My dodgy accent

The Queen's English and I go back a long way

When I tell people that Tall Story will be published in the Philippines in July, their immediate question is: "In English?"

Well, yes. English is one of two official languages in the Philippines - the other one being Filipino, a language based on the majority dialect Tagalog, one of 171 native languages spoken in the country. With so many languages, Filipino educators have long sought a single, unifying language and Filipino was created to do just that.

So us Pinoys have a love-hate relationship with English - on the one hand, it seems an advantage to speak an international language, on the other hand, it's the language of our colonizers, the United States,  who came in 1898 purportedly to Christianize the Filipinos (not realizing that we'd been Catholics under Spain for 300 years).

When I'm visiting my family in the Philippines, I slip easily into the combined English-Tagalog patois spoken in Manila. But when friends in England ask me to demonstrate, I find it incredibly difficult to perform on demand.

For some strange psychological reason, when in the UK, I maintain an American accent with some British vowels.

There's a an online speech accent archive at George Mason University in Fairfax, Virginia where they're collecting accents. To join, all you have to do is record yourself reading from a text that is claimed to contain most of the consonants, vowels and clusters of Standard American English.
Please call Stella. Ask her to bring these things with her from the store: six spoons of fresh snow peas, five thick slabs of blue cheese, and maybe a snack for her brother Bob. We also need a small plastic snake and a big toy frog for the kids. She can scoop these things into three red bags, and we will go meet her Wednesday at the train station
So here I am reading the text in the accent I use on a daily basis in the UK.

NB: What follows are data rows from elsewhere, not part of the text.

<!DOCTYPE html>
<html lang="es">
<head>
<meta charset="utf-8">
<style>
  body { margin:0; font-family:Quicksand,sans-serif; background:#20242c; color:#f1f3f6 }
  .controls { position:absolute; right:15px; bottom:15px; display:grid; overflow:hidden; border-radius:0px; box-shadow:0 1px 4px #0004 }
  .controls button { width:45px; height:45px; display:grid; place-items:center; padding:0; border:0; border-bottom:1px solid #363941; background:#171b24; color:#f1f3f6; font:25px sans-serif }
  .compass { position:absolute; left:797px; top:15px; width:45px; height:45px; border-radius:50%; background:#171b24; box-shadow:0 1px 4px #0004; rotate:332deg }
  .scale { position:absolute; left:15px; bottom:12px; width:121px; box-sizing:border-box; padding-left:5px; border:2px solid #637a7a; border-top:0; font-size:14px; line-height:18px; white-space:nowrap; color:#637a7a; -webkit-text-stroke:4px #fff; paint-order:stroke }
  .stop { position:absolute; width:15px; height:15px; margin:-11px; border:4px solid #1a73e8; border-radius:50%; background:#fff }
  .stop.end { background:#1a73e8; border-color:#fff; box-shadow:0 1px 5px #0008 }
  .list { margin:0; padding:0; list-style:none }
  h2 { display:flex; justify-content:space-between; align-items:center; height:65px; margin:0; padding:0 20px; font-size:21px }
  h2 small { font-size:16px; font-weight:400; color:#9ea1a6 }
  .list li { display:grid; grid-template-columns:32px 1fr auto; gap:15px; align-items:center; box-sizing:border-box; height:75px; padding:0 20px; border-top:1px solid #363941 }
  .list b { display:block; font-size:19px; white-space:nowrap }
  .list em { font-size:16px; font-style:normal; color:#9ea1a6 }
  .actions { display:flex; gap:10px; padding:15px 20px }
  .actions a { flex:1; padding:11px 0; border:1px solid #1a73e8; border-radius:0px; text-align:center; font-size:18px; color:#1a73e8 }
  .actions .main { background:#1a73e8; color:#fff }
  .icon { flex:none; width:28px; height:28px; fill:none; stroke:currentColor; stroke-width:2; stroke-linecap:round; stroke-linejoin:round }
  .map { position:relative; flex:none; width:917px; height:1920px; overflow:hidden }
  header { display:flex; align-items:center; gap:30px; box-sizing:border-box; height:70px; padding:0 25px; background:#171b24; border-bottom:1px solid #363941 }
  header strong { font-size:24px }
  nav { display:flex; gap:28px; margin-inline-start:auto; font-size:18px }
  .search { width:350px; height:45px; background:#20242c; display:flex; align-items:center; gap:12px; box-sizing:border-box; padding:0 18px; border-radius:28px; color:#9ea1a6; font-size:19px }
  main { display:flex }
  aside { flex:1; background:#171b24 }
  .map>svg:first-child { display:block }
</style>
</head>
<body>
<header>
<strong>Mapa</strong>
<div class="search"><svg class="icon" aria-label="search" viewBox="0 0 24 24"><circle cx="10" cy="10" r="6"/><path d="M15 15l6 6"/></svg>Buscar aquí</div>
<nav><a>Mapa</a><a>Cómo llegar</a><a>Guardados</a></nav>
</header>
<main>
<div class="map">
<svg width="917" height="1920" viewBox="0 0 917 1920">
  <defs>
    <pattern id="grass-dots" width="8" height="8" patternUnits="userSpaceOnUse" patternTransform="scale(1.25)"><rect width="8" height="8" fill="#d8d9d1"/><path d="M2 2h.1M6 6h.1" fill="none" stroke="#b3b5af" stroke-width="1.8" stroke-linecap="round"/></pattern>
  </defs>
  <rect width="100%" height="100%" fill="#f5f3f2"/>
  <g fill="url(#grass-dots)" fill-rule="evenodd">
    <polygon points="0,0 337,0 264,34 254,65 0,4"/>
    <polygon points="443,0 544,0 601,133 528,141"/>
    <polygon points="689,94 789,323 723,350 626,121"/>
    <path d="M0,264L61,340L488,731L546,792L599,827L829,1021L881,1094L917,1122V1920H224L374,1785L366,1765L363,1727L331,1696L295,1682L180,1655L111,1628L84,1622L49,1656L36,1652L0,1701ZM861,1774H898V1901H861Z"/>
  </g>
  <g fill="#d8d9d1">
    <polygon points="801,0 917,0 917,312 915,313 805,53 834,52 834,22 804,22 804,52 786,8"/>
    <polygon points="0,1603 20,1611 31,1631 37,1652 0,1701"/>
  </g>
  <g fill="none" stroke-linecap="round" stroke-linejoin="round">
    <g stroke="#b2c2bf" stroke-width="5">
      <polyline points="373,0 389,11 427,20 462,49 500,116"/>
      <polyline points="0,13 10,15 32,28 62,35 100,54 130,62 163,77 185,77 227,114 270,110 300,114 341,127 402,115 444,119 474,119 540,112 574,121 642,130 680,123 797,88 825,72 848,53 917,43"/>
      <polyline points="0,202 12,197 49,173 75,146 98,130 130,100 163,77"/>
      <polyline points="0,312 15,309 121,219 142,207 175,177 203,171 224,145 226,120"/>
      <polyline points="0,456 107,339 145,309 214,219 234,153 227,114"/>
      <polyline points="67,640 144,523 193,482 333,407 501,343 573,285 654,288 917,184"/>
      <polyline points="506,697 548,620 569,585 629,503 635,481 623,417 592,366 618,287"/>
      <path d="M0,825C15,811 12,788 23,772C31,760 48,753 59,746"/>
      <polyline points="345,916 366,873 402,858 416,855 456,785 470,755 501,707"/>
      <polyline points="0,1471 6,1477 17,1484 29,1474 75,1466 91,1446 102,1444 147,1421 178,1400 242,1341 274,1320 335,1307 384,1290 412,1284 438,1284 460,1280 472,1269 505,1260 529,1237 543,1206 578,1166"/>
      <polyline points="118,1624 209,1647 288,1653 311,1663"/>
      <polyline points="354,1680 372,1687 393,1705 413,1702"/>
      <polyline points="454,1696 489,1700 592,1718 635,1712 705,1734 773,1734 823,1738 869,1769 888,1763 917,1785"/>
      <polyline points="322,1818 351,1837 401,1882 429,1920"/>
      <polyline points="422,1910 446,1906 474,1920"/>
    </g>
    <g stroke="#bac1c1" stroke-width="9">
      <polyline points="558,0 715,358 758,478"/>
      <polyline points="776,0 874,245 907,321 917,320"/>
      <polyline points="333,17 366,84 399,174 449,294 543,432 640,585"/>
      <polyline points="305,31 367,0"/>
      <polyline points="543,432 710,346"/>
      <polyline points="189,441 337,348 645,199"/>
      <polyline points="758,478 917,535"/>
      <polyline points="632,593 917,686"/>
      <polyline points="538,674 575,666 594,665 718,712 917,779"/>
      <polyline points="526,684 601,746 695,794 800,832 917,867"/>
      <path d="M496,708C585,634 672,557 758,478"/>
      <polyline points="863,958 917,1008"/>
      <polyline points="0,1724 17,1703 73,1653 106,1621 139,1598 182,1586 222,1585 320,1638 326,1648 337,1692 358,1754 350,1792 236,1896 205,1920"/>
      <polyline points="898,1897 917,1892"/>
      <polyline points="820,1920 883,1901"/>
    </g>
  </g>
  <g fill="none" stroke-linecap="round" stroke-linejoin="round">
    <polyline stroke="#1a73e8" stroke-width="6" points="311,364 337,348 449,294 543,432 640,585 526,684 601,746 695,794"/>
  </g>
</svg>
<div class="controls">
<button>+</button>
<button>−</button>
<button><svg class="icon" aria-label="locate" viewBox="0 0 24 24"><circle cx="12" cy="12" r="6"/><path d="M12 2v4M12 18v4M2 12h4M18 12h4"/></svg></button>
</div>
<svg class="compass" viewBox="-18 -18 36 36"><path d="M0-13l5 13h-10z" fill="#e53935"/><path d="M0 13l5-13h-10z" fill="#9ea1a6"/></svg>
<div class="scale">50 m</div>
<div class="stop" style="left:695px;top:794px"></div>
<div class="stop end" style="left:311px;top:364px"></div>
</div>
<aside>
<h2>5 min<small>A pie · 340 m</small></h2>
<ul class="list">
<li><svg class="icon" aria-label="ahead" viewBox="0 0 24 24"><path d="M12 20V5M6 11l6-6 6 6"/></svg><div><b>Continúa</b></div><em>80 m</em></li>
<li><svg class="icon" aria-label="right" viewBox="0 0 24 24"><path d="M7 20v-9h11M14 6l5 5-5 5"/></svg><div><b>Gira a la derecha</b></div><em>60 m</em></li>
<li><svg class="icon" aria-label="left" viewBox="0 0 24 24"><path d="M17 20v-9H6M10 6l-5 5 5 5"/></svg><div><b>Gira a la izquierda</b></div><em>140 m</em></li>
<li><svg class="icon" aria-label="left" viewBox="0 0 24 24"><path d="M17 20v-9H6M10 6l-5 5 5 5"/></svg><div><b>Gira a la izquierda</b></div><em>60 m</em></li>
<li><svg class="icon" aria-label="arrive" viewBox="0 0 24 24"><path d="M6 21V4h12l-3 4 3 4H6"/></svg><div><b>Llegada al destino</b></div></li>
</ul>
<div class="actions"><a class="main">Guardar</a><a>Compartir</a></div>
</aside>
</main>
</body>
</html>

And  here is the accent I revert to the moment I get home to the Philippines.

In the Philippines, as it is here in England, accents carry status connotations that heavily influence how one may be perceived by others - with one's perceived poshness relative to how Hollywood neutral your accent might be. My father, an artistic, creative soul, spoke four languages and though his English was complex, he couldn't quite shake off that heavy Visayan accent. My mother, an English teacher, has a clean, " received Hollywood" accent and no matter the state of her purse, she commands instant obsequiousness amongst the less linguistically adept.

In an article in today's Guardian, Steven H Weinberger, who runs the accents archive, insists that accents have nothing to do with ability or intelligence, they are "systematic rather than mistaken speech".
Crucial to an understanding of accents is that they are "systematic rather than merely mistaken speech", Weinberger says. This can counter what he describes as "biased social judgments" based on people's accents. "When we understand that accents are not due to 'errors' or faulty learning, we may be more sympathetic to the speakers. But biases are hard to unlearn."
Accent can be something of a tragedy for some people. A good friend of mine who speaks with an accent thick enough to slice is constantly made to suffer for it in the form of GPs ignoring her and various petty officials dismissing her as a crank. But if I pick up the phone on her behalf, she is amazed by the speed and courtesy with which people respond to my perceived-to-be less offensive accent.

In Tall Story, I have a Filipino character who, once he arrives in London, finds himself at a linguistic disadvantage when he tries to express himself in English - with hilarious results. But I make sure that the reader is party to his complex thoughts and feelings.

I hope it goes a little way towards demonstrating that you really can't judge a human being by his or her dodgy accent.